**What is required:**
What follows is a set of records. Repeat every one of them exactly.

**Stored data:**
+ + + + +
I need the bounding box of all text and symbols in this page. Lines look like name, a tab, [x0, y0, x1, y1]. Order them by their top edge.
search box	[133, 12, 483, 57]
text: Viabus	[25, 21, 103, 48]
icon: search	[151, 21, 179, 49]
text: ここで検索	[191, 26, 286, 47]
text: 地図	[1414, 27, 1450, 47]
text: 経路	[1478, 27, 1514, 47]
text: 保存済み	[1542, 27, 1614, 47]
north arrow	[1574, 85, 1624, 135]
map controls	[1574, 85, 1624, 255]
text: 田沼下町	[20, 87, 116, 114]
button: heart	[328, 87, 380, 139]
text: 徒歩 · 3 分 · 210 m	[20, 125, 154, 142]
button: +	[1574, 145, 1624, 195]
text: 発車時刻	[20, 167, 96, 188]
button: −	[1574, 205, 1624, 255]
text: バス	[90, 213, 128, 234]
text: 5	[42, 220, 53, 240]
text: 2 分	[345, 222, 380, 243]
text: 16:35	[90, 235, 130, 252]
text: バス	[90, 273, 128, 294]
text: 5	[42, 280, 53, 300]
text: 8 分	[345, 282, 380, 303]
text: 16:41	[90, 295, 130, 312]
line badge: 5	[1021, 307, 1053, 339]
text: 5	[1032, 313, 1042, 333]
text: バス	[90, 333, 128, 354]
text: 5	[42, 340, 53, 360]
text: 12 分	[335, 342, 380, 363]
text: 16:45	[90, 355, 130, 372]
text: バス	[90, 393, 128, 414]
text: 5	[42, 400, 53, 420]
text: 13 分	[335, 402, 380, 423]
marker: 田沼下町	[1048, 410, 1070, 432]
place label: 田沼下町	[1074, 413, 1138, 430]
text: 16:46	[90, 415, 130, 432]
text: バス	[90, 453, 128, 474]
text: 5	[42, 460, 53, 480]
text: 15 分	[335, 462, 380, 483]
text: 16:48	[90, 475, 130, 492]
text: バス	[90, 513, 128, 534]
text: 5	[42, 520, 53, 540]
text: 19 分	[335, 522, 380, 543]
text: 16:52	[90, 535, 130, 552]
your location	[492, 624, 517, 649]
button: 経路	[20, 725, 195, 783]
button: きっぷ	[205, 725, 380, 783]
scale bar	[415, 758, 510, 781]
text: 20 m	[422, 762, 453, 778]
+ + + + +
**Written answer:**
I need the bounding box of all text and symbols in this page. Lines look like name, a tab, [x0, y0, x1, y1]. Order them by their top edge.
search box	[133, 12, 483, 57]
text: Viabus	[25, 21, 103, 48]
icon: search	[151, 21, 179, 49]
text: ここで検索	[191, 26, 286, 47]
text: 地図	[1414, 27, 1450, 47]
text: 経路	[1478, 27, 1514, 47]
text: 保存済み	[1542, 27, 1614, 47]
north arrow	[1574, 85, 1624, 135]
map controls	[1574, 85, 1624, 255]
text: 田沼下町	[20, 87, 116, 114]
button: heart	[328, 87, 380, 139]
text: 徒歩 · 3 分 · 210 m	[20, 125, 154, 142]
button: +	[1574, 145, 1624, 195]
text: 発車時刻	[20, 167, 96, 188]
button: −	[1574, 205, 1624, 255]
text: バス	[90, 213, 128, 234]
text: 5	[42, 220, 53, 240]
text: 2 分	[345, 222, 380, 243]
text: 16:35	[90, 235, 130, 252]
text: バス	[90, 273, 128, 294]
text: 5	[42, 280, 53, 300]
text: 8 分	[345, 282, 380, 303]
text: 16:41	[90, 295, 130, 312]
line badge: 5	[1021, 307, 1053, 339]
text: 5	[1032, 313, 1042, 333]
text: バス	[90, 333, 128, 354]
text: 5	[42, 340, 53, 360]
text: 12 分	[335, 342, 380, 363]
text: 16:45	[90, 355, 130, 372]
text: バス	[90, 393, 128, 414]
text: 5	[42, 400, 53, 420]
text: 13 分	[335, 402, 380, 423]
marker: 田沼下町	[1048, 410, 1070, 432]
place label: 田沼下町	[1074, 413, 1138, 430]
text: 16:46	[90, 415, 130, 432]
text: バス	[90, 453, 128, 474]
text: 5	[42, 460, 53, 480]
text: 15 分	[335, 462, 380, 483]
text: 16:48	[90, 475, 130, 492]
text: バス	[90, 513, 128, 534]
text: 5	[42, 520, 53, 540]
text: 19 分	[335, 522, 380, 543]
text: 16:52	[90, 535, 130, 552]
your location	[492, 624, 517, 649]
button: 経路	[20, 725, 195, 783]
button: きっぷ	[205, 725, 380, 783]
scale bar	[415, 758, 510, 781]
text: 20 m	[422, 762, 453, 778]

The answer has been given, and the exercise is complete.